Task requirements:
The lines you need are those holding the word "image"; pull them from the material.

Data shown:
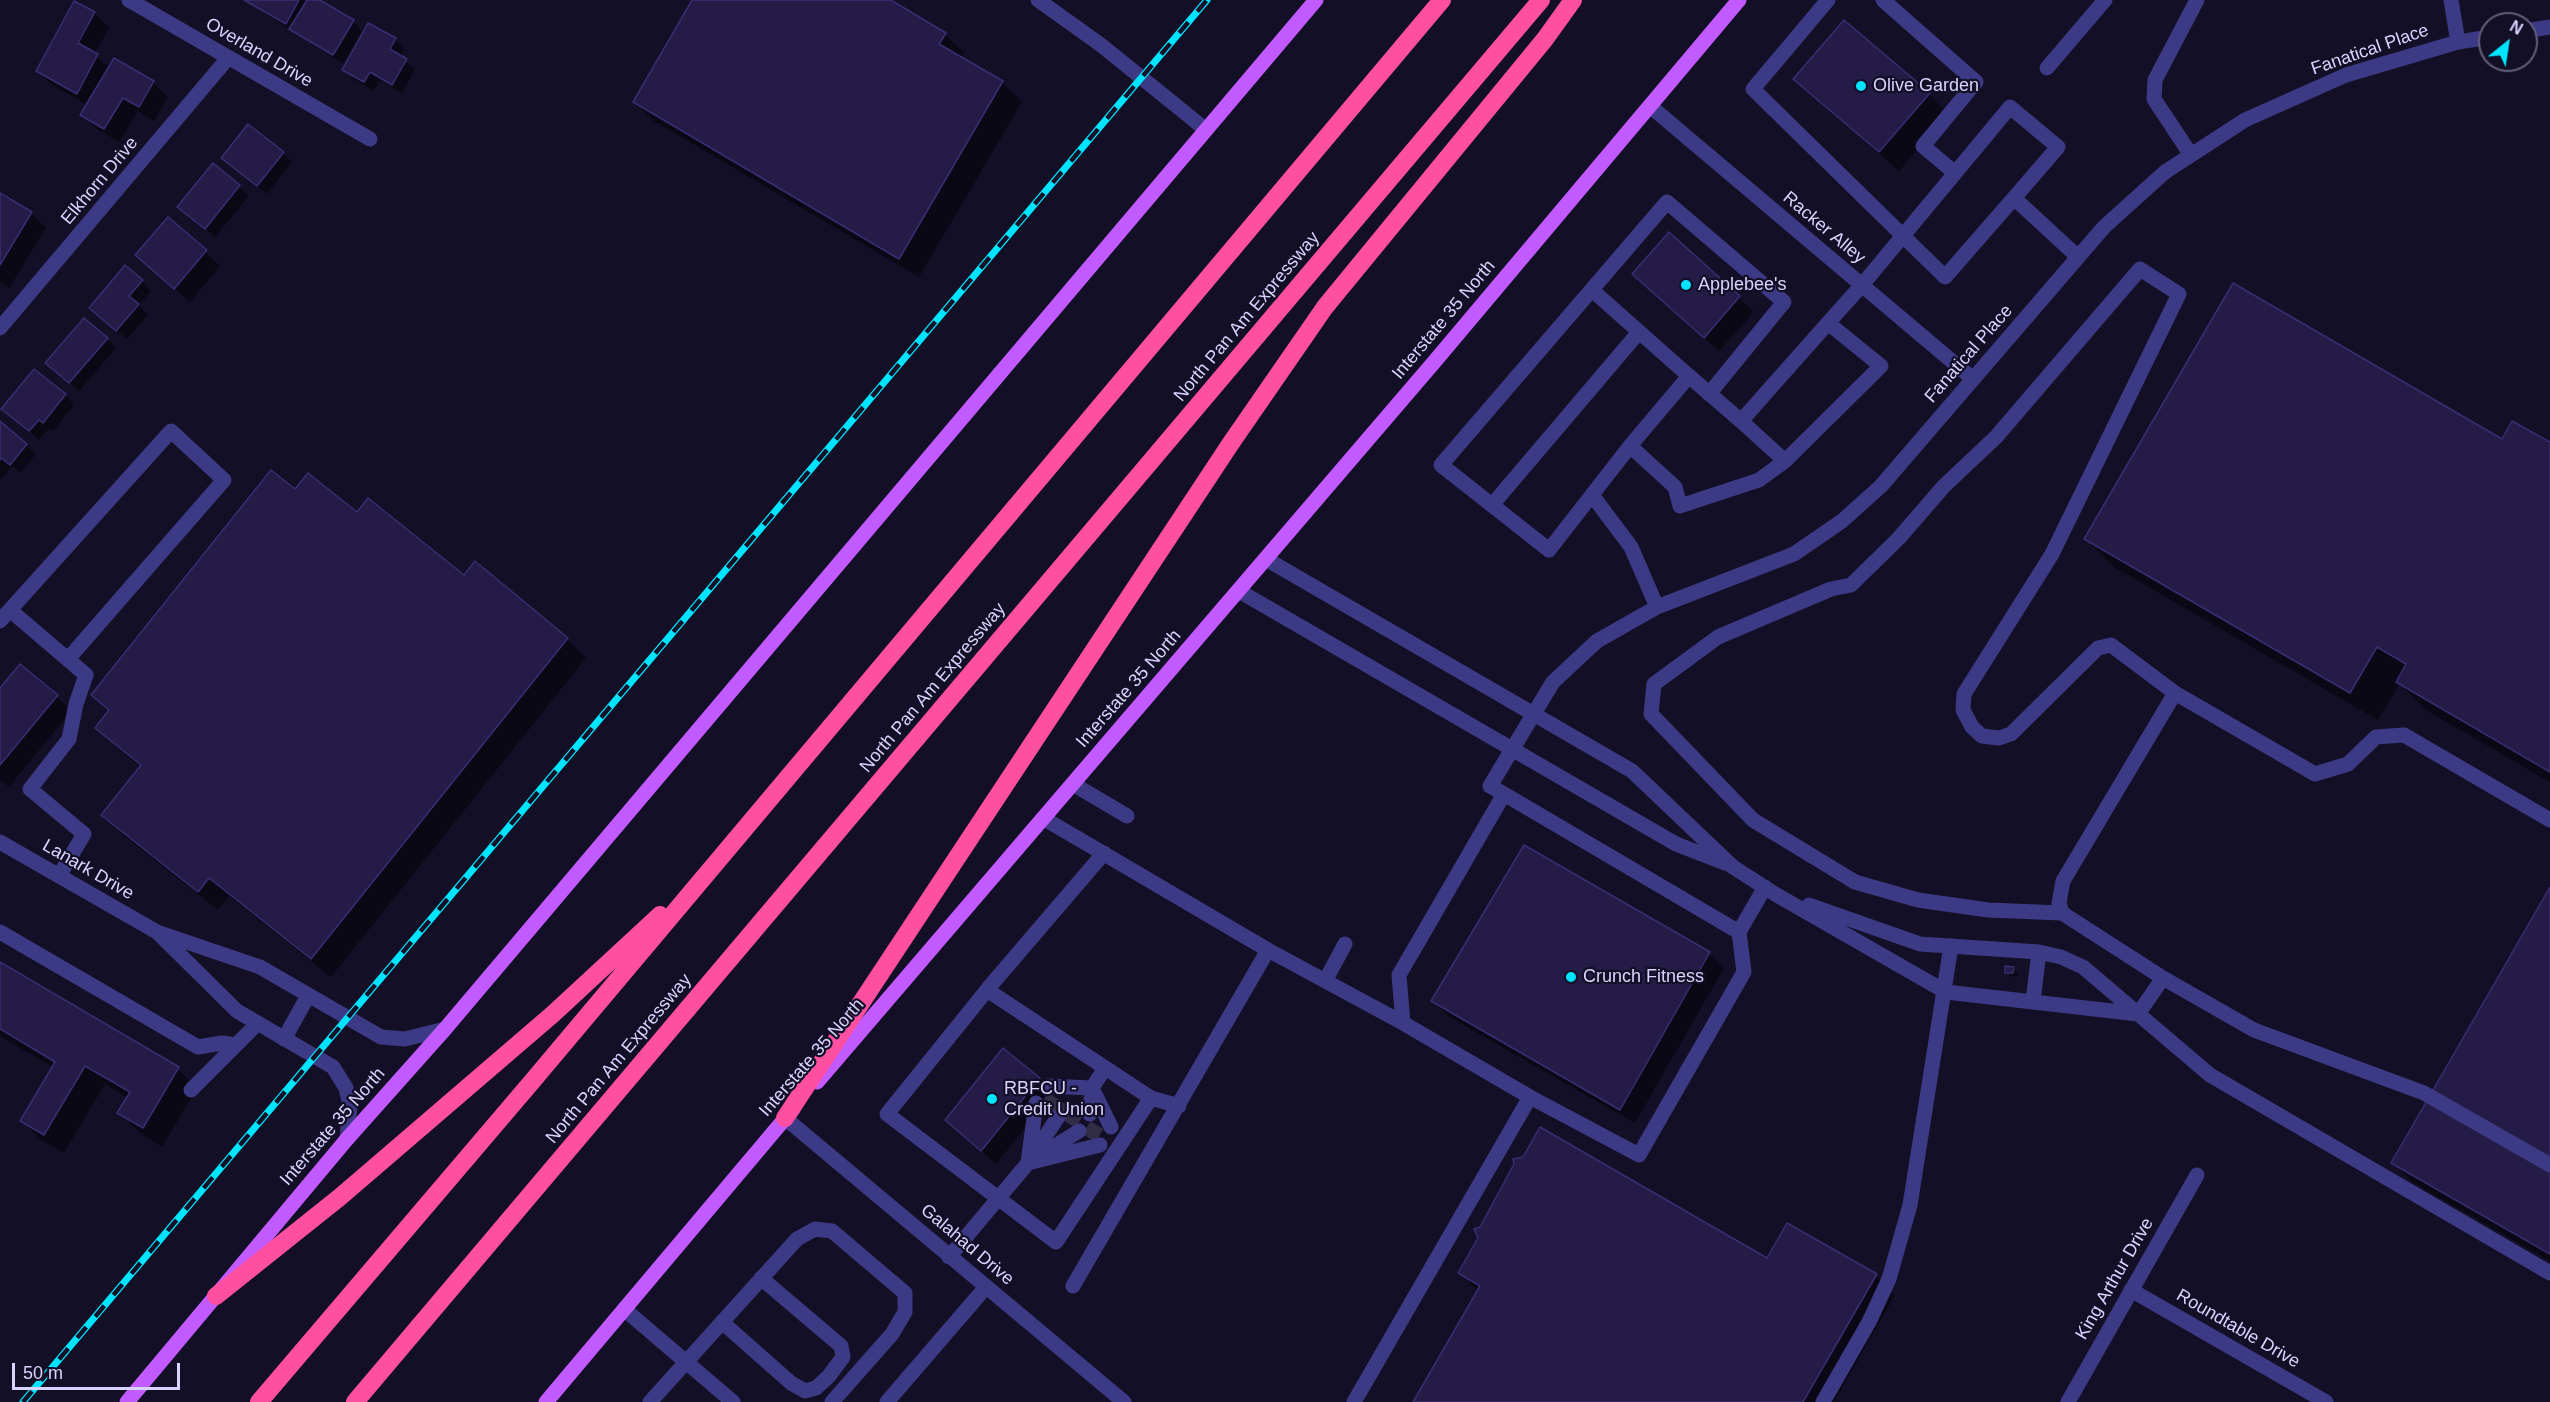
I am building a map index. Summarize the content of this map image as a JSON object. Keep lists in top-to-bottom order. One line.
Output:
{"streets":{"highway":["North Pan Am Expressway"],"main road":["Interstate 35 North"],"street":["Fanatical Place","Overland Drive","Elkhorn Drive","Racker Alley","Lanark Drive","Galahad Drive","King Arthur Drive","Roundtable Drive"]},"crossings":[["Fanatical Place","Racker Alley"],["Overland Drive","Elkhorn Drive"],["Racker Alley","Interstate 35 North"],["Interstate 35 North","Lanark Drive"],["Interstate 35 North","Galahad Drive"],["King Arthur Drive","Roundtable Drive"]],"places":["Olive Garden","Applebee's","Crunch Fitness","RBFCU - Credit Union"],"scale_bar":"50 m","north":"top right"}
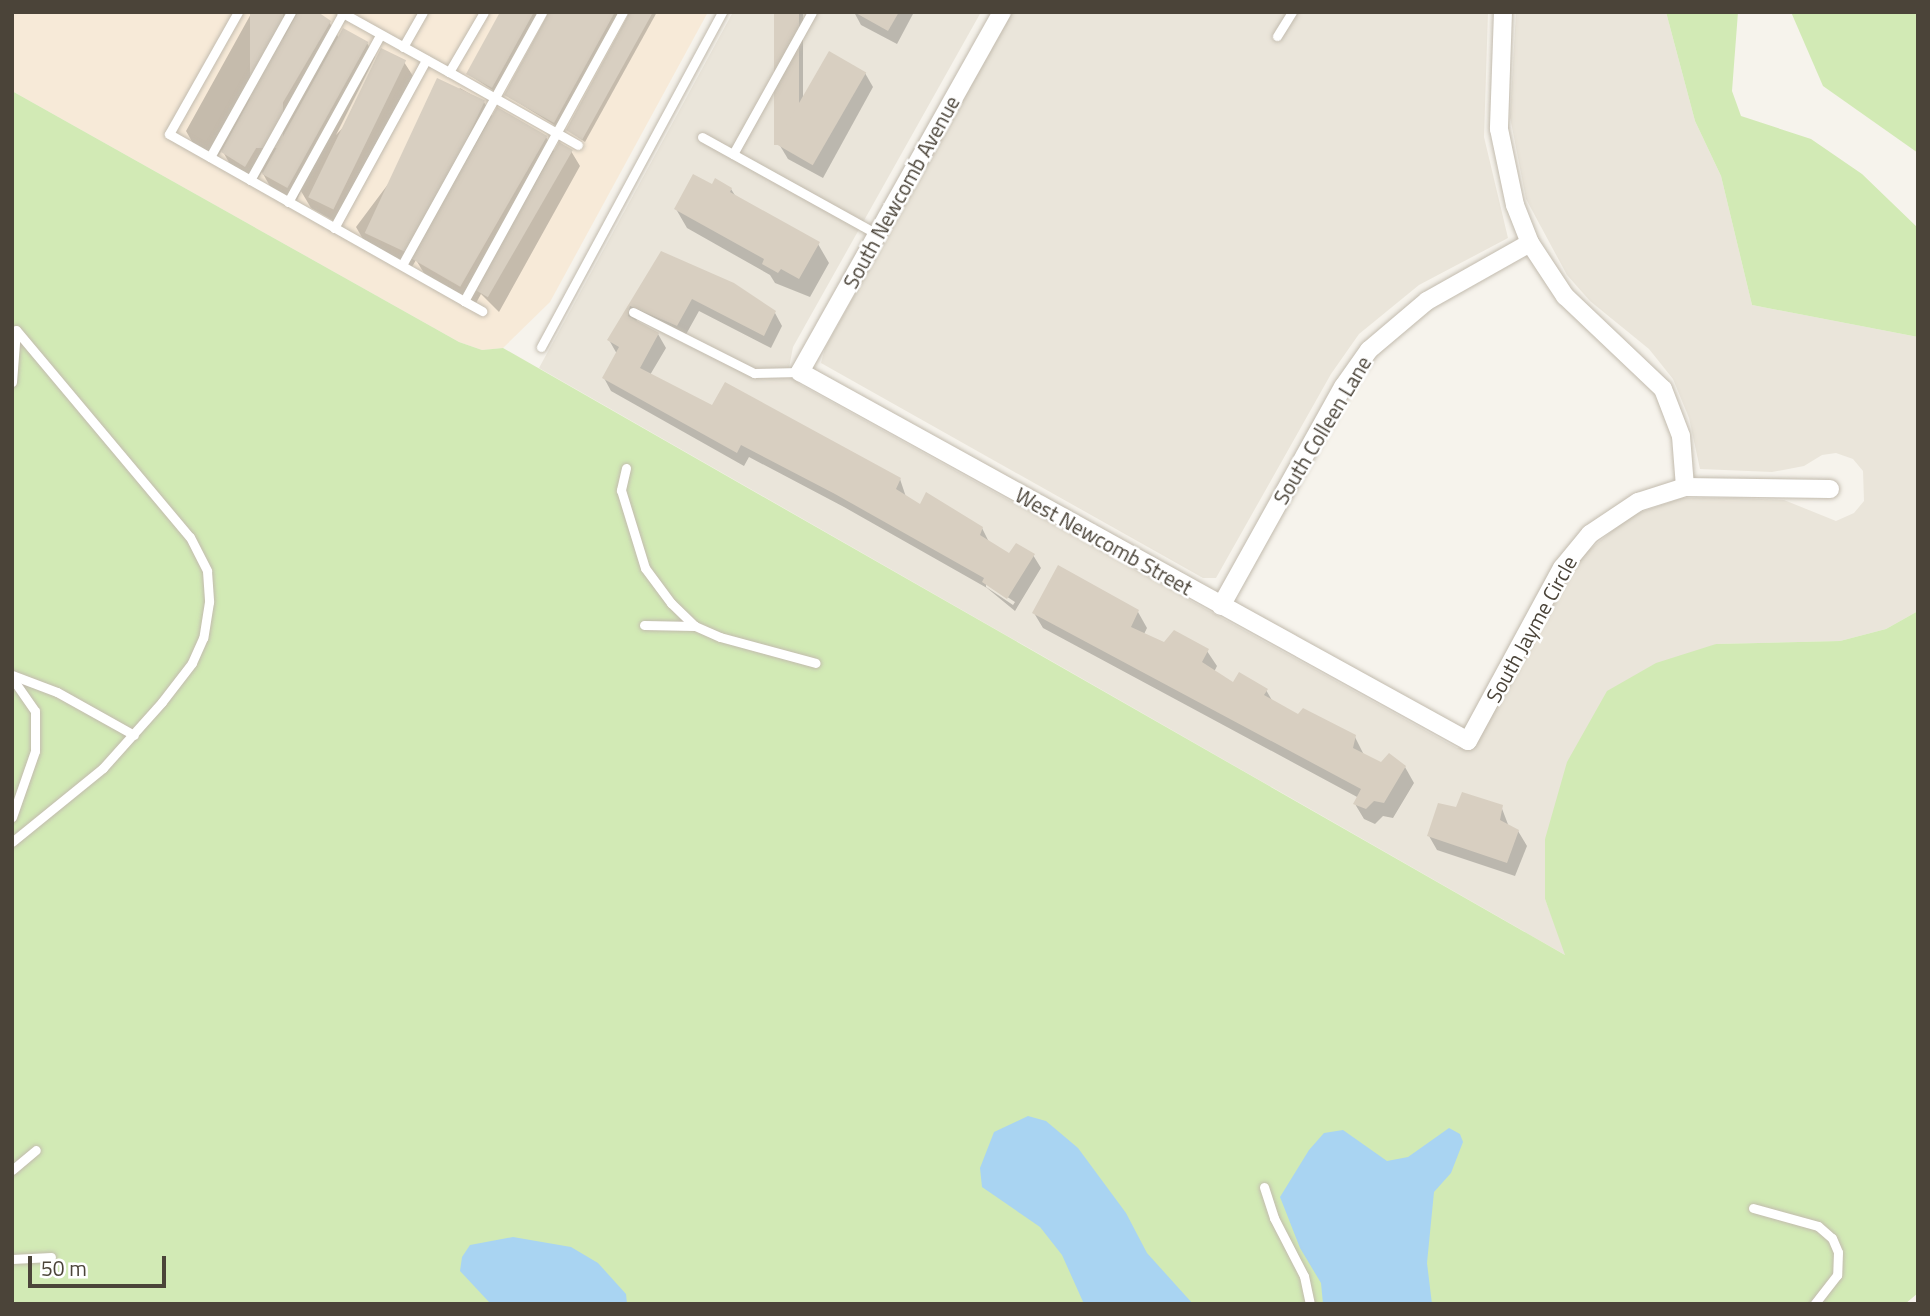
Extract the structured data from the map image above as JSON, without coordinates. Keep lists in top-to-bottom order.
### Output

Answer space:
I am building a map index. Summarize the content of this map image as a JSON object. Keep lists in top-to-bottom order. One line.
Extract the structured data from the map image above as JSON, without coordinates. Keep lists in top-to-bottom order.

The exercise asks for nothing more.